Saved data entries
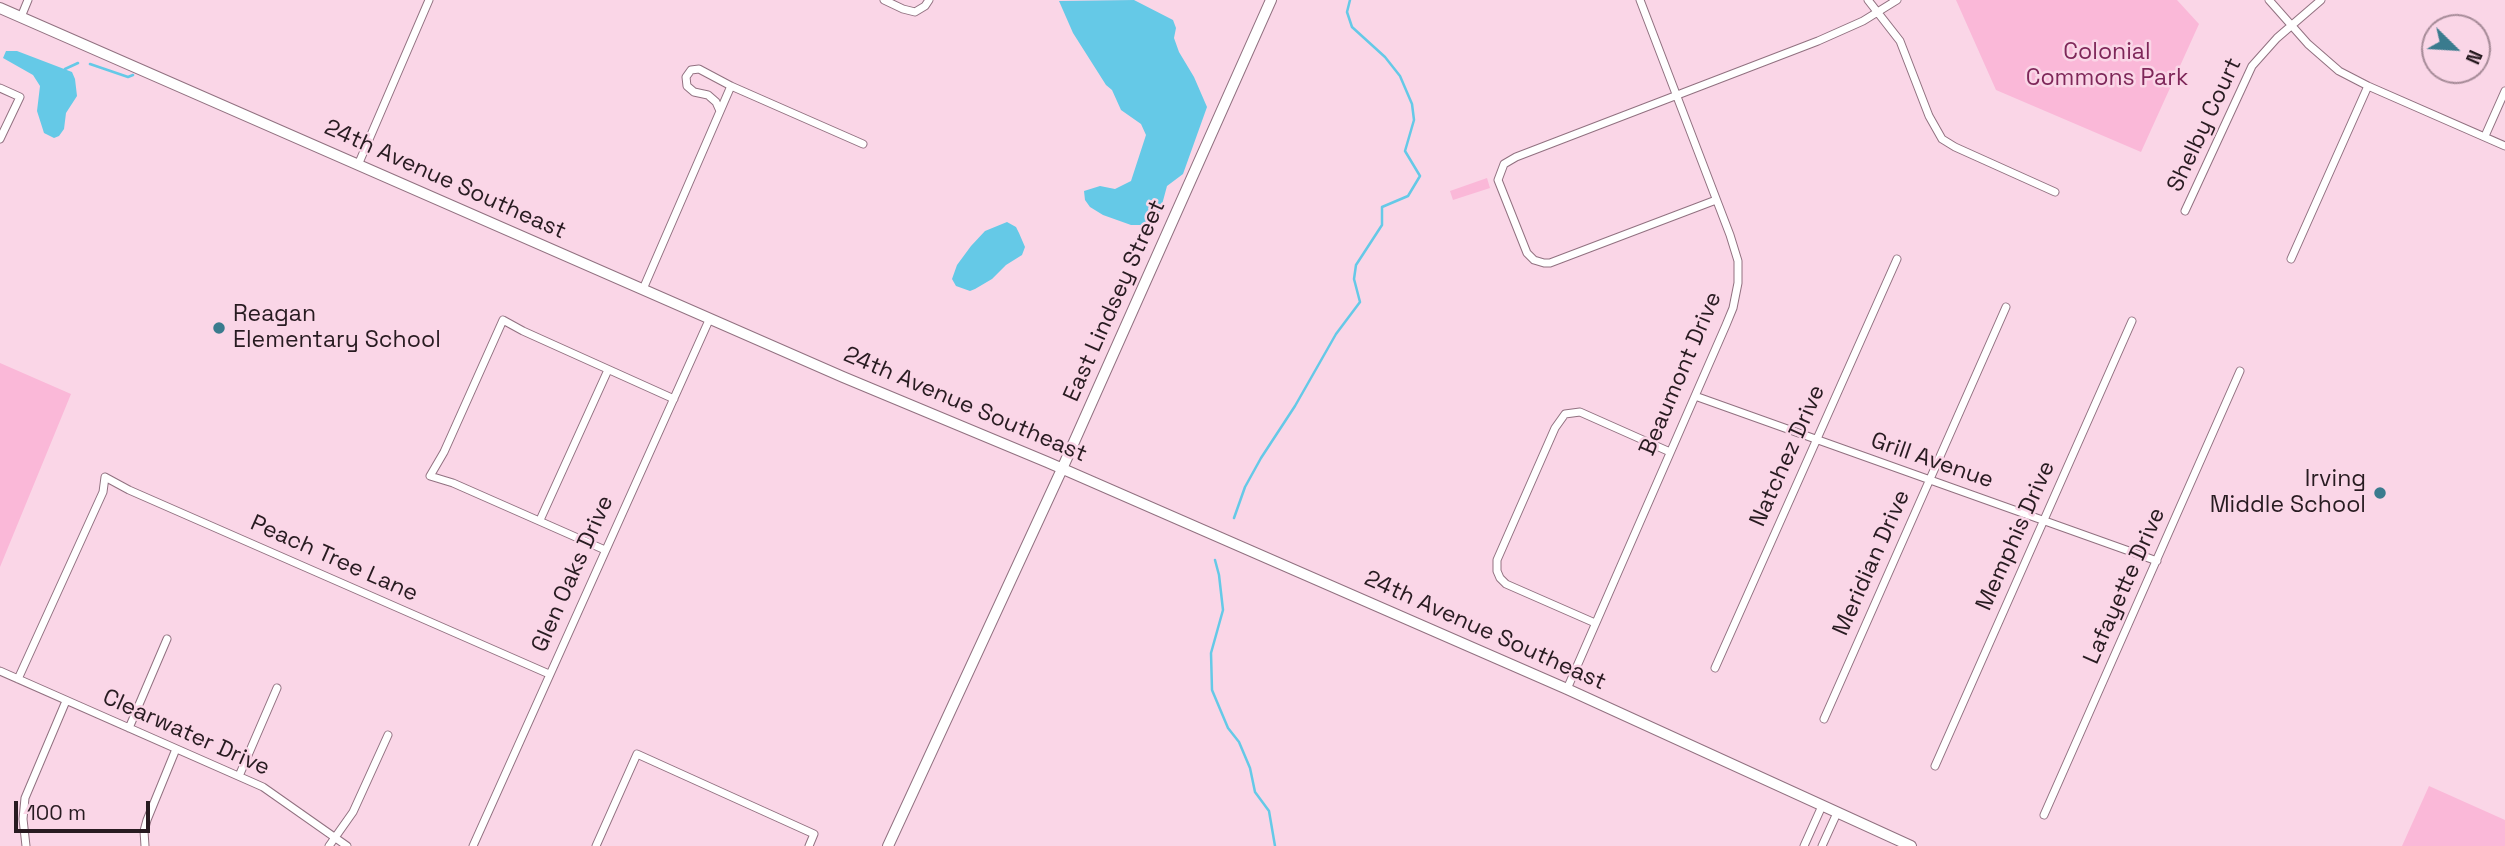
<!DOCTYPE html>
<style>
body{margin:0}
#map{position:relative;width:2505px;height:846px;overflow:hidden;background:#fad6e7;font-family:"Space Grotesk",sans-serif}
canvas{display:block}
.north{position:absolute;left:2421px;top:14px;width:70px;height:70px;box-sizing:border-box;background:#fad6e7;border:2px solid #a68b98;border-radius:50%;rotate:114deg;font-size:19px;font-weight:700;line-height:28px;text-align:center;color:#281b21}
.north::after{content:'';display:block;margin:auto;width:24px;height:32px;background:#3a7b8e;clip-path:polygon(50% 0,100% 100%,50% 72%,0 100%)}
.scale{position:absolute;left:14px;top:801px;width:136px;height:32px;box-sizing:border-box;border:4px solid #281b21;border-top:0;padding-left:9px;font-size:21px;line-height:24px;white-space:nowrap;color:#281b21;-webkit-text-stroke:5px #fad6e7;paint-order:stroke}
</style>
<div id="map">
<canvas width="2505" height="846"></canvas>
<div class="north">N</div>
<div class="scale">100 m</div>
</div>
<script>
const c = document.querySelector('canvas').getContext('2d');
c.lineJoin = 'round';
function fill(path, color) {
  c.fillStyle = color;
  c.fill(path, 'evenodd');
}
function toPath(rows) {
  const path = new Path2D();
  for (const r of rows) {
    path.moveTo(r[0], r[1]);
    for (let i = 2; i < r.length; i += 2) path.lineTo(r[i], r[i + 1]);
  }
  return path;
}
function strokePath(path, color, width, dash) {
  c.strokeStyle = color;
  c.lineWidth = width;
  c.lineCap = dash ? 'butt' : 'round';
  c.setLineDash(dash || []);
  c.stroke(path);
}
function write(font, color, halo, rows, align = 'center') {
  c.font = font + ' "Space Grotesk",sans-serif';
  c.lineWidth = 5;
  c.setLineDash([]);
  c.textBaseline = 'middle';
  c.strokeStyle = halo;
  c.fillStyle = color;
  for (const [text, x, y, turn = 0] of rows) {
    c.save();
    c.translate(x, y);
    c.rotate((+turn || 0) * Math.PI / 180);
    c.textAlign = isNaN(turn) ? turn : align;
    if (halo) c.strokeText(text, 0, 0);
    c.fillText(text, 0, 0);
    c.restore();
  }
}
fill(toPath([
 [1956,0,2177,0,2199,24,2141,152,1996,90],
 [1487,178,1490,188,1453,200,1450,191],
 [0,363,71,394,0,567],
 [2429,786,2505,820,2505,846,2402,846]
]), '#fab8d8');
fill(toPath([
 [1134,0,1173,20,1176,28,1174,38,1179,52,1194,77,1207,107,1183,174,1167,186,1160,212,1155,219,1142,225,1131,225,1103,215,1090,207,1085,200,1084,191,1100,186,1115,189,1131,181,1146,135,1141,124,1121,110,1112,90,1106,85,1073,33,1059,1],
 [6,51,17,51,72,72,75,79,77,96,66,113,64,129,59,136,54,138,44,133,37,111,40,86,33,75,3,58],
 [1007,222,1016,227,1019,233,1025,247,1022,255,1006,265,992,279,975,289,970,291,956,286,952,279,957,265,971,246,985,231]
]), '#65c9e7');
strokePath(toPath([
 [90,64,128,77,133,75],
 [65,69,78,63],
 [1234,518,1245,487,1261,458,1295,406,1336,334,1360,302,1354,279,1356,265,1382,225,1382,207,1408,196,1420,176,1405,151,1414,120,1412,104,1400,76,1385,57,1352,27,1347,12,1350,0],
 [1215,560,1219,575,1223,610,1211,653,1212,690,1228,728,1239,742,1250,768,1255,792,1269,811,1275,846]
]), '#65c9e7', 2.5);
const street = toPath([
 [884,0,903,9,915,12,925,6,929,0],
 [1868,0,1900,41,1929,116,1942,139,1955,147,2055,192],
 [2269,0,2308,44,2339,71,2368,86,2505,146],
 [21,17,28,0],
 [0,88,20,97,0,139],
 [720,111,716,102,708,95,694,92,687,86,686,77,691,70,699,69,731,86,863,144],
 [2485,136,2505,91],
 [358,165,429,0],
 [1716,200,1550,263,1544,263,1534,260,1527,253,1498,180,1504,164,1516,157,1818,41,1863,21,1897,0],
 [2185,211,2252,66,2277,38,2321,0],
 [2291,259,2368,86],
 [643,289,731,86],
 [1695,396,2157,561],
 [540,520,608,370],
 [605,550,453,483,430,476,444,452,503,320,523,331,674,399],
 [1595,623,1506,584,1500,578,1497,571,1497,560,1555,428,1565,414,1580,412,1670,452],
 [1715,668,1897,259],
 [0,671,263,787,347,846],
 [18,679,103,492,105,477,129,490,549,674],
 [1567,689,1726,325,1733,308,1738,283,1738,261,1730,235,1640,0],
 [1824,719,2006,307],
 [129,728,167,639],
 [1935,766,2132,321],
 [239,776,277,688],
 [2044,815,2240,371],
 [26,846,23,819,25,798,66,701],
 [145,846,144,831,147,820,176,749],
 [329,846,353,812,388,735],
 [473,846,710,318],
 [596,846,637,754,814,834,809,846],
 [1804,846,1822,806],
 [1822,846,1837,813]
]);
const secondary = toPath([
 [0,8,843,377,1047,462,1567,689,1911,846],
 [888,846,1062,469,1271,0]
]);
strokePath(street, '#917180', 9);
strokePath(secondary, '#917180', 12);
strokePath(street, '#fff', 7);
strokePath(secondary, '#fff', 10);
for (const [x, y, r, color] of [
 [219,328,7,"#3a7b8e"],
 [2380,493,7,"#3a7b8e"]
]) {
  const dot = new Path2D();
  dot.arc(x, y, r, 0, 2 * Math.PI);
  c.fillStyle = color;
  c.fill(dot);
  strokePath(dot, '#fad6e7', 2.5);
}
write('23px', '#7e2759', '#fad6e7', [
 ["Colonial",2107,53],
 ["Commons Park",2107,79]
]);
write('23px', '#281b21', '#fad6e7', [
 ["Shelby Court",2205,125,-65],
 ["24th Avenue Southeast",445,180,24],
 ["East Lindsey Street",1115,301,-66],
 ["Beaumont Drive",1681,374,-67],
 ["24th Avenue Southeast",965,405,23],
 ["Natchez Drive",1788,456,-66],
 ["Grill Avenue",1932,461,19],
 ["Memphis Drive",2016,536,-66],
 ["Peach Tree Lane",334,559,24],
 ["Meridian Drive",1872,563,-66],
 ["Glen Oaks Drive",573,574,-66],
 ["Lafayette Drive",2125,586,-66],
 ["24th Avenue Southeast",1485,631,24],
 ["Clearwater Drive",186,733,24]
]);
write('23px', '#281b21', '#fad6e7', [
 ["Reagan",233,315],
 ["Elementary School",233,341],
 ["Irving",2366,480,"right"],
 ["Middle School",2366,506,"right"]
], 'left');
</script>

** TASK OBJECTIVE **
Retype only the stretch of lines above starting at the one with "path.moveTo(r[0], r[1]);" and stopping at the one with "[2429,786,2505,820,2505,846,2402,846]", exactly as written, with both kept.

** ANSWER TO THE PROBLEM **
    path.moveTo(r[0], r[1]);
    for (let i = 2; i < r.length; i += 2) path.lineTo(r[i], r[i + 1]);
  }
  return path;
}
function strokePath(path, color, width, dash) {
  c.strokeStyle = color;
  c.lineWidth = width;
  c.lineCap = dash ? 'butt' : 'round';
  c.setLineDash(dash || []);
  c.stroke(path);
}
function write(font, color, halo, rows, align = 'center') {
  c.font = font + ' "Space Grotesk",sans-serif';
  c.lineWidth = 5;
  c.setLineDash([]);
  c.textBaseline = 'middle';
  c.strokeStyle = halo;
  c.fillStyle = color;
  for (const [text, x, y, turn = 0] of rows) {
    c.save();
    c.translate(x, y);
    c.rotate((+turn || 0) * Math.PI / 180);
    c.textAlign = isNaN(turn) ? turn : align;
    if (halo) c.strokeText(text, 0, 0);
    c.fillText(text, 0, 0);
    c.restore();
  }
}
fill(toPath([
 [1956,0,2177,0,2199,24,2141,152,1996,90],
 [1487,178,1490,188,1453,200,1450,191],
 [0,363,71,394,0,567],
 [2429,786,2505,820,2505,846,2402,846]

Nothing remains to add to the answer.